At Wednesday’s meeting of the committee in Wigtown, elected members were not comfortable with the Newton Stewart Traditional Music Festival applying for £800 from the Whithorn Common Good Fund and £200 from the Wigtown Common Good Fund on the grounds that “a high level of residents within both areas” attended the event over the last two years.

Council officer Wendy Jesson said that addition information from the organisers stated that the attendance figures for the 2015 festival was 300 with 20 per cent from the Wigtown and Whithorn areas. The estimated attendance numbers for this year’s festival were between 400 and 500, with an expected 30 per cent from the south Machars.
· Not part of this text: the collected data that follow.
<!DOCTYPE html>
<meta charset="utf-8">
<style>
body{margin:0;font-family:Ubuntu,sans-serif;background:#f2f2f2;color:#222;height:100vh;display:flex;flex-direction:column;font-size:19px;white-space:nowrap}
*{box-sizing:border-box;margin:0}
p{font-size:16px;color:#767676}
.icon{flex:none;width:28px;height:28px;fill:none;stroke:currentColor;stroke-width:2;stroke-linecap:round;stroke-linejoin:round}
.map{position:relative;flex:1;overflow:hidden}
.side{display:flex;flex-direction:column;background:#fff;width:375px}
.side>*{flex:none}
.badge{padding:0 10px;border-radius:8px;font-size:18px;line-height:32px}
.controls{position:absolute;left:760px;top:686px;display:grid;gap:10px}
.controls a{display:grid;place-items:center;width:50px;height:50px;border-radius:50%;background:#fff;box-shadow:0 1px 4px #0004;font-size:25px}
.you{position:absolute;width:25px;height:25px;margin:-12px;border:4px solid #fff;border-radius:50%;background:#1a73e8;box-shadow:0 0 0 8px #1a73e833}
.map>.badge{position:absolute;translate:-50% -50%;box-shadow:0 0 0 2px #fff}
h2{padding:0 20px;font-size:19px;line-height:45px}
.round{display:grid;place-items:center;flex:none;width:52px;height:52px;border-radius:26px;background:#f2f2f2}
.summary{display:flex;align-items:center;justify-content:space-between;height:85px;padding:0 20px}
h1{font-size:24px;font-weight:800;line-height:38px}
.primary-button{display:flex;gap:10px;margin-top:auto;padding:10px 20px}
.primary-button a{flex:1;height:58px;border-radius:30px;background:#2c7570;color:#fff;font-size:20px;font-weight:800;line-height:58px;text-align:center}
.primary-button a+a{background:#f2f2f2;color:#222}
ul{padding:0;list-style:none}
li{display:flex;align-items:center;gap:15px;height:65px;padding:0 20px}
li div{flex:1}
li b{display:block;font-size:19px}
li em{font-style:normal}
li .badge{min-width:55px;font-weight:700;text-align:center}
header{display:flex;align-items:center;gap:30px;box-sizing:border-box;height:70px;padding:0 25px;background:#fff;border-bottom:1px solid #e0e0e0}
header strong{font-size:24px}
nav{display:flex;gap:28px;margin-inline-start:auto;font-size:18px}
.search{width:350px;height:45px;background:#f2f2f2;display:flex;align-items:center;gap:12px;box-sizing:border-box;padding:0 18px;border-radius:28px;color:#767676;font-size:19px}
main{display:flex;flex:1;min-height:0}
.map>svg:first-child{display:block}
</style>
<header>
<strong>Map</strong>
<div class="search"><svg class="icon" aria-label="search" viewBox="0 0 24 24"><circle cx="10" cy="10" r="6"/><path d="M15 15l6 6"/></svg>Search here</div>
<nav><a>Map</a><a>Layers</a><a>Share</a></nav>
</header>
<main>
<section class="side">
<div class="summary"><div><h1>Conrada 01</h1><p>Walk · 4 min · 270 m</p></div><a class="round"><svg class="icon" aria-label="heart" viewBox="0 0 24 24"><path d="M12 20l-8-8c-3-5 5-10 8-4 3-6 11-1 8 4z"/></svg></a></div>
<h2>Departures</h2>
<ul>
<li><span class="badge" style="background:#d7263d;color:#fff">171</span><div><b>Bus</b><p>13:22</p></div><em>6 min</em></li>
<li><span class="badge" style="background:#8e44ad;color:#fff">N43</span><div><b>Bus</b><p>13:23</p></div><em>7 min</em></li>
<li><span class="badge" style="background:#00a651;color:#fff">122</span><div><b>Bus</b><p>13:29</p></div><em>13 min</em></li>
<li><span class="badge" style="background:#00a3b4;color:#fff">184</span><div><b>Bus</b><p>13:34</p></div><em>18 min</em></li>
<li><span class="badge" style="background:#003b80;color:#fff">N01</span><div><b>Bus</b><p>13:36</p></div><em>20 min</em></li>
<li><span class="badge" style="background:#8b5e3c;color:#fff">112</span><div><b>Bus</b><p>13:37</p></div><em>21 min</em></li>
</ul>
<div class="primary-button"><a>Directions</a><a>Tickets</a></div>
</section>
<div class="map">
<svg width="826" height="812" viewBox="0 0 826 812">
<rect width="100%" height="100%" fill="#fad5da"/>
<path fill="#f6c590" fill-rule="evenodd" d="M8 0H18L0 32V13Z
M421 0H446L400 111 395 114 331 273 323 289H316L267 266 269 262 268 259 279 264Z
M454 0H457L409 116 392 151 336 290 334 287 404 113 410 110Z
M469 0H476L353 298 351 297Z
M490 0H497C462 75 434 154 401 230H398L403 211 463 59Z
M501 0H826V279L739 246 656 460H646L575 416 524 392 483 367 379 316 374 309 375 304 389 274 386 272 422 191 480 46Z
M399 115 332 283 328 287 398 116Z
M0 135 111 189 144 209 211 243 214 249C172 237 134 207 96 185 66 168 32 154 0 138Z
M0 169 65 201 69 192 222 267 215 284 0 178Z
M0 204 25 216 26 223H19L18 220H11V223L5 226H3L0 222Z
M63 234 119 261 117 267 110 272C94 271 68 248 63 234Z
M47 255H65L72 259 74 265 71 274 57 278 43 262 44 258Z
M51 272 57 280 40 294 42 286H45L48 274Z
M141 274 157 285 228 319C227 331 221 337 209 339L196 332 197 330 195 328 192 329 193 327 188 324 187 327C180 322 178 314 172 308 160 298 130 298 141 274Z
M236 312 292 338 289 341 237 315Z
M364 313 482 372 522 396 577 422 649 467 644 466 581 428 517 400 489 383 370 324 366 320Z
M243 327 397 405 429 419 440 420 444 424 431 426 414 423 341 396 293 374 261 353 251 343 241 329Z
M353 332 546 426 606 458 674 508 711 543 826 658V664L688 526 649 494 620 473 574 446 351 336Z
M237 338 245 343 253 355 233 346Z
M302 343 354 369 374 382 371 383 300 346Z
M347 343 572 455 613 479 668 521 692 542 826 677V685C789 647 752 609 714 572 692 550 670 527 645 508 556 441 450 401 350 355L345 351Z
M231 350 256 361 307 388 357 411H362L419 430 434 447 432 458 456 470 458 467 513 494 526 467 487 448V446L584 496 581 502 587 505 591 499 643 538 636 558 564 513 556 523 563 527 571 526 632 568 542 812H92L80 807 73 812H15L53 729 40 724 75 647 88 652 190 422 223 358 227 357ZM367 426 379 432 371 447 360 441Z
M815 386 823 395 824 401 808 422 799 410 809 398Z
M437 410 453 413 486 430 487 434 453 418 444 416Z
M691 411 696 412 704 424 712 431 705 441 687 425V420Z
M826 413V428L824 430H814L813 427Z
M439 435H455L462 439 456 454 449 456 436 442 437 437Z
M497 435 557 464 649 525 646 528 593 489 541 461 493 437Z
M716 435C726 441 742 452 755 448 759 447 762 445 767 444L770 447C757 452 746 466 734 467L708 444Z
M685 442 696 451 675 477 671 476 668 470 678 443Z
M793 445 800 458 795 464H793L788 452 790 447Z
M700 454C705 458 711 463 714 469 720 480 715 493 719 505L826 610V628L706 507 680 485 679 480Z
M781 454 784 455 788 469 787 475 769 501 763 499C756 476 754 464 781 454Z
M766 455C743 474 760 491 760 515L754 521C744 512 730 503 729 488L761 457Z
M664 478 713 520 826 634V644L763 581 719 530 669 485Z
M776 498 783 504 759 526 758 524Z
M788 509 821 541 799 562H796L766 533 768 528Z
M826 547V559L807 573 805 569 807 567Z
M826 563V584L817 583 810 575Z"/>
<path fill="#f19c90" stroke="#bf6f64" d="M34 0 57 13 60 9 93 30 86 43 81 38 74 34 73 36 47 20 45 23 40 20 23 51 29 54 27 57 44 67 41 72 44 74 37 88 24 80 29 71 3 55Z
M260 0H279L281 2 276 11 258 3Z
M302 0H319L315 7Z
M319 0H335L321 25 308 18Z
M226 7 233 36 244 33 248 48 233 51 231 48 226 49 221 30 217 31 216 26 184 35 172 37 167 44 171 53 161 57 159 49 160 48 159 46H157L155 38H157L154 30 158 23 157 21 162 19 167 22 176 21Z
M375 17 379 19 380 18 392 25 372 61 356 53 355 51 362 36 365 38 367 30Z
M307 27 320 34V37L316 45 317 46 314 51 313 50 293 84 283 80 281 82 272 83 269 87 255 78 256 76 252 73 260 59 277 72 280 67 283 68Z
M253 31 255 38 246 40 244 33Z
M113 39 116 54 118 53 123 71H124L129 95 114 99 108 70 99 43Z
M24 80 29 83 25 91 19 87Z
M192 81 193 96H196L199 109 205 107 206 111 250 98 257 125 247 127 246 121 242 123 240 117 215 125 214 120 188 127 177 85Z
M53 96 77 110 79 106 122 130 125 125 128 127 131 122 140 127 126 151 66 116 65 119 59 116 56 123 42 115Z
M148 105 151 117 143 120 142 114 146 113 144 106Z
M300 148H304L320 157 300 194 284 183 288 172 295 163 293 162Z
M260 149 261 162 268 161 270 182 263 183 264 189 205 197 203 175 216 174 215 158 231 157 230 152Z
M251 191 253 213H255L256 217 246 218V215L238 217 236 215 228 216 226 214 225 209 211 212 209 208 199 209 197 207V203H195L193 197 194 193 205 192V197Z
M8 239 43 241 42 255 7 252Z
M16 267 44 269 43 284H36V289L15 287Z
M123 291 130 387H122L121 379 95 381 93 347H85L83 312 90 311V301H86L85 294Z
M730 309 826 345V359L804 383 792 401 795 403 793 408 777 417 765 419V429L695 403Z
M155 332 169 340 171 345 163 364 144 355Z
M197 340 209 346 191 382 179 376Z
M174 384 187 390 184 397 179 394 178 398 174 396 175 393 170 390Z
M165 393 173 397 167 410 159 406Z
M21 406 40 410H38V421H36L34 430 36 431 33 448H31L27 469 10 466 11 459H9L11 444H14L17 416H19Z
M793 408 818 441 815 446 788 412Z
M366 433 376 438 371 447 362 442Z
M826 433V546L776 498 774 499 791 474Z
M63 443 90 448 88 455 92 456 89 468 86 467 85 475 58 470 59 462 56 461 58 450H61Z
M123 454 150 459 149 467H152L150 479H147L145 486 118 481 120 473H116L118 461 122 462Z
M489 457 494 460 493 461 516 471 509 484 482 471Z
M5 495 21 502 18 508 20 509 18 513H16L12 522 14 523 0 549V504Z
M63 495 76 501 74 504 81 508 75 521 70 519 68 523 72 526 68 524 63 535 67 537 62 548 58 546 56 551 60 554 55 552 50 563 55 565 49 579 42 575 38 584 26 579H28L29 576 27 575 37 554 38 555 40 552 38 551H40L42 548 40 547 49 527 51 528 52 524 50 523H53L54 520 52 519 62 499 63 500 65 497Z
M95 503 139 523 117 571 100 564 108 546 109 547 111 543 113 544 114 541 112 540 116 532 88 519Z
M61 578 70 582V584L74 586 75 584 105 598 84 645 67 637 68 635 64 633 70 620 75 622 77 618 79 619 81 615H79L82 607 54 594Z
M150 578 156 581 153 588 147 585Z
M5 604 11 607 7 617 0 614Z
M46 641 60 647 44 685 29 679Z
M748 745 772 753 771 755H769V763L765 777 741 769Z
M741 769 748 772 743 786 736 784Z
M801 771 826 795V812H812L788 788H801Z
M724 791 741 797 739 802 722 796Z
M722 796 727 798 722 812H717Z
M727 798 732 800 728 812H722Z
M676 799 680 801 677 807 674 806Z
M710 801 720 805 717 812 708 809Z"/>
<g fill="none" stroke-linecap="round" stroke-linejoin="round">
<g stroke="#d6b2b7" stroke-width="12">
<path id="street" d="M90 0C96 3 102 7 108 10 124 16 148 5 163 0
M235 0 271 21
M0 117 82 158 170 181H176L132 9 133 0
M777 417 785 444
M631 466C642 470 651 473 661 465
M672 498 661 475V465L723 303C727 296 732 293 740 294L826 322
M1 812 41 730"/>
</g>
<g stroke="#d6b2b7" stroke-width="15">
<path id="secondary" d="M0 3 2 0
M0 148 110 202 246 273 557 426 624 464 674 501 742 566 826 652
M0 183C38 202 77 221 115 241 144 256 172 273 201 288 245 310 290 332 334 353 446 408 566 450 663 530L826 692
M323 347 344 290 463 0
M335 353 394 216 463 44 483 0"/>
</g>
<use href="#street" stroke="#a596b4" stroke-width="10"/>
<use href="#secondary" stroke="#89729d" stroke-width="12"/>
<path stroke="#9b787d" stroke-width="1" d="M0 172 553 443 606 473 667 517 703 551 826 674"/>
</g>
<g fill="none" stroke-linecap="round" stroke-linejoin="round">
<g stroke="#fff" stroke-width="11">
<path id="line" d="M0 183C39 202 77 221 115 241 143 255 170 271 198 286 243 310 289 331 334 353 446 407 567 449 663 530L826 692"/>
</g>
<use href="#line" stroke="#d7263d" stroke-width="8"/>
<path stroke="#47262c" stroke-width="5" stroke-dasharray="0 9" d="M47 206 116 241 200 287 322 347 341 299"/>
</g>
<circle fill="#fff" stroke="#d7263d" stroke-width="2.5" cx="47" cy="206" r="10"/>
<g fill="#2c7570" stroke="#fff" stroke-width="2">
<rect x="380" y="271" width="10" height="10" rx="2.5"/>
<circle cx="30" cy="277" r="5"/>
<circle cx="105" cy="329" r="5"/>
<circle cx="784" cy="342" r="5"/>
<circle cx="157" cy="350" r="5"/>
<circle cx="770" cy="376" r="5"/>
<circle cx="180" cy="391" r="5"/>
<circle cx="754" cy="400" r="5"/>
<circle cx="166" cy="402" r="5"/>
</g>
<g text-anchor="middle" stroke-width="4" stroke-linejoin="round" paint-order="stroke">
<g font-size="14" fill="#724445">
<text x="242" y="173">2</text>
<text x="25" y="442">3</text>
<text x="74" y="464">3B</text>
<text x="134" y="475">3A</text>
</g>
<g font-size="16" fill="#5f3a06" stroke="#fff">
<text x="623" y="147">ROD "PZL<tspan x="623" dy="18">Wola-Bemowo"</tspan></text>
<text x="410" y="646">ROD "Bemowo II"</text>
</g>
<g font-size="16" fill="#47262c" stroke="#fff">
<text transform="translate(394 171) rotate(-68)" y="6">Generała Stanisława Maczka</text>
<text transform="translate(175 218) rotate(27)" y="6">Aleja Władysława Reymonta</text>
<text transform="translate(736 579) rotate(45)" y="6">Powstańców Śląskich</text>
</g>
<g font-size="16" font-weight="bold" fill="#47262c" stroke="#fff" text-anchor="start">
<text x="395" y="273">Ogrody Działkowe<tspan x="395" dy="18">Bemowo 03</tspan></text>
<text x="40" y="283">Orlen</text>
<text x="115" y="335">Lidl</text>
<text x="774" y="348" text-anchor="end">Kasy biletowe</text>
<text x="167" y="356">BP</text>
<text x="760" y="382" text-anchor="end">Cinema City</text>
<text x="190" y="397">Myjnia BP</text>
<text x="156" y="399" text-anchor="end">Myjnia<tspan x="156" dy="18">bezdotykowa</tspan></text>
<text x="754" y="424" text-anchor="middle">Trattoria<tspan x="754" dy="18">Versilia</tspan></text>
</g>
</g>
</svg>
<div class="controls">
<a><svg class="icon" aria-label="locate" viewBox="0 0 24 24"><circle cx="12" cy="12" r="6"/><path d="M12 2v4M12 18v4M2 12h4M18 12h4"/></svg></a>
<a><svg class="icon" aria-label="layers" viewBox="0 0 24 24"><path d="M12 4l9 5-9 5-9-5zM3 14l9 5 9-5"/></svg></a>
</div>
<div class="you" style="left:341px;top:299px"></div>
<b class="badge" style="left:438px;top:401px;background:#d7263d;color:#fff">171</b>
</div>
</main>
Total projected costs are £12,660.

But Mid Galloway Councillor Alistair Geddes pointed out that, when this issue was discussed at the Wigtown Community Council meeting on Monday night, the Community Council had not been consulted and he queried whether it was appropriate to use funds that to help the populations of Wigtown and Whithorn?

He added: “This is not a case of not supporting the festival - the more festivals the better as far as I’m concerned, but the fact of the matter is that both community councils are denied an input.”

He moved that the application was deferred to allow for the information about the festival’s funding request to be studied by both towns’ representatives and for more detailed information from the applicants.

The funds for dispersal in the Whithorn Common Good Fund stand at £1942,00 and £200 is available in the Wigtown pot.

At Monday night’s Wigtown meeting, community councillors were told by Mid Galloway Councillor Jim McColm that £200 was all that was left in the Wigtown Common Good Fund and local projects, like community resilience, the Riding of the Marches and Wigtown Week, could miss out if the money was given to the Newton Stewart Music Festival.

Stranraer Councillor Willie Scobie quipped at Wednesday morning’s meeting that if the festival was applying for funds form Whithorn and Wigtown Common Good Funds they might as well have asked for money from Stranraer Common Good Fund as well.

The three-day Newton Stewart Music Festival will take place between July 7-9 featuring concerts, workshops, tune and song sessions, song writing competitions and pipe band performances.

This story was taken from our sister publication The Galloway Gazette.